Deming was trying to make the point that no matter how good your employees are, if you have a broken system, you will never get the results you desire.
This reminds me of the story of NUMMI. You can find the full story here. In 1982, GM closed its Fremont plant. This plant was plagued with labor issues and workforce problems. Drugs, sex, gambling and alcohol were all present inside the plant. Quality issues were rampant. GM decided it had enough. The following year, Toyota and GM started up a new joint venture. GM wanted to learn how to build smaller gas efficient cars and the smaller Japanese company called Toyota was looking to see how their “Toyota Production System” would work in America. At the time, GM was 7 times the size of Toyota.
The interesting part of the story is that Toyota agreed to hire back the exact same workers. They believed that the system is the key, not the people. Even great employees in a bad system will fail. So, when NUMMI opened, 85% of the workforce was the same as when GM closed the plant. Toyota began flying workers back in groups of 30 to learn the Toyota Production System. They trained along side their Japanese counterparts on the lines in Japan. They saw a completely different way of building cars where people were respected and empowered.
So, what was the outcome? Initial quality numbers off the line at NUMMI were the best in America. They were equal to those in Japan right from the start.
So, same plant, same workers and a completely different outcome.
You can see this play out in all sorts of arenas. When Singeltary coached the 49ers, he was quoted as saying he couldn’t win with those players. Vernon Davis, Alex Smith and the rest of the team. When he was fired, they hired coach Harbaugh. Harbaugh came to the team during the players strike and didn’t have the luxury of making too many personnel changes or even very many practices before the season started.

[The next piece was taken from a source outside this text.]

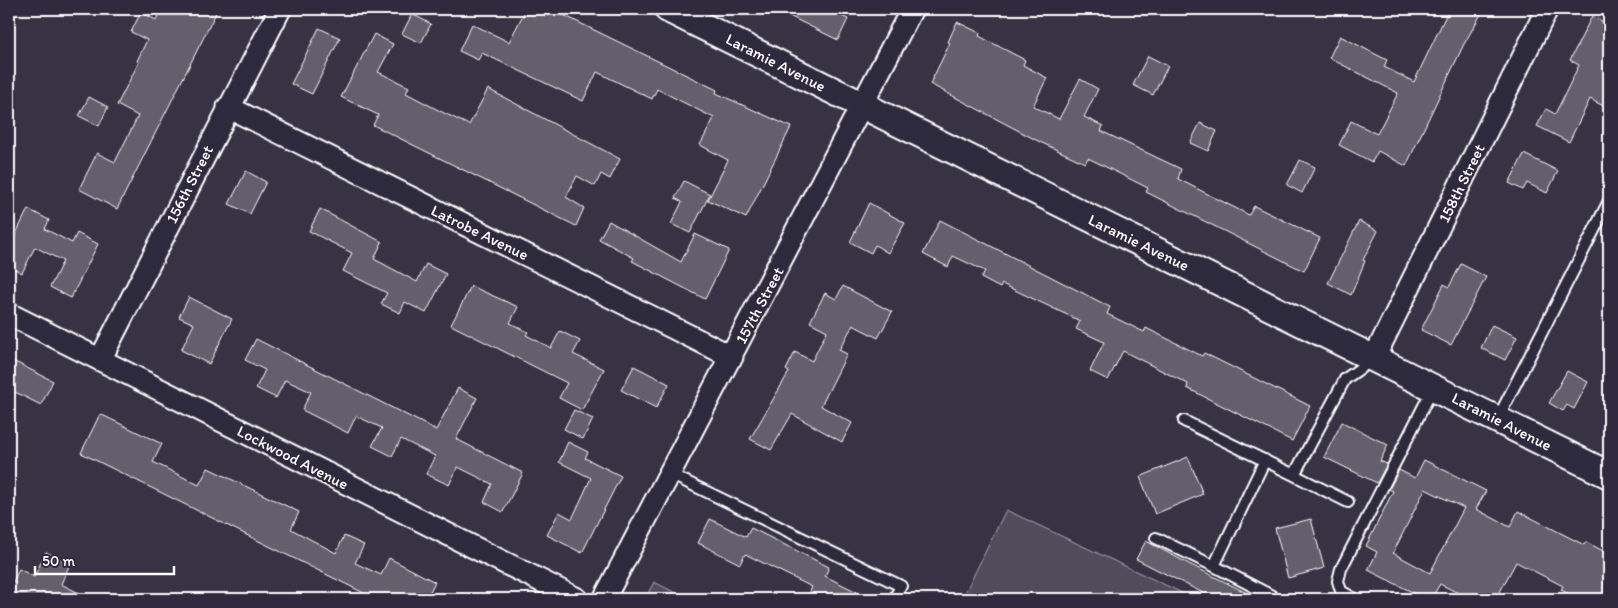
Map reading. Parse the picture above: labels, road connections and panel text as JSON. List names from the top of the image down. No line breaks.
{"streets":{"street":["Laramie Avenue","158th Street","156th Street","Latrobe Avenue","157th Street","Lockwood Avenue"]},"crossings":[["Laramie Avenue","158th Street"],["Laramie Avenue","157th Street"],["156th Street","Latrobe Avenue"],["156th Street","Lockwood Avenue"],["Latrobe Avenue","157th Street"]],"scale_bar":"50 m"}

Yet, in the new “system” that he brought to the team, they were one game away from the Super Bowl that same season.
In another example, imagine your company had to hire kids right out of high school with no college degree. It had no way to pay great wages and every 4 years or so all the people you hired and trained would leave and new people had to be brought in. How well would your company operate? Yet the US Military is one of the finest organizations in the world despite this “handicap”.
Not big on military examples? What if you had a football team that could only draft rookies. Also, every 4 years, you have to trade all of your best and most experienced players. How well do you think you could do? Well, between 1992 and 2004, the De La Salle High School football team won 151 straight games. 12 years of excellence with different players joining and leaving the team every single year.
The point is, a great system with average people will beat the best people in an average system every time. Our companies are the same way. How many managers wonder why their people aren’t getting the required results and yet the system the company and the managers have established is severely flawed? Broken processes, silos between departments, lack of clarity and leadership, etc…
If you want to get amazing results, build a system that can deliver them.

So, how does the process improve? Do the employees change it?
If I were asked to get the white pebbles out without the red – I would have went with a smaller paddle, or take smaller scoops. If that wasn’t the steps I was told to do…I would consider it within my power to try to get the desired results. Is that how the system is to change, but employee’s ideas or does management watch and try to figure out an improvement?
Great illustrations and examples of this concept.
The system improves in multiple ways. In most of the examples I’ve listed, system changes start at the top with the support of the team. This is why Toyota identified 3 categories of waste: Muri, Mura and Muda. Muri is overburdening and Mura is unevenness. These two categories are system level problems and very difficult to control at the employee level. Muda has the 8 forms of waste and those can be eliminated by the individual employee. Kaizen events would be designed to root out system level issues also and can help resolve these types of problems.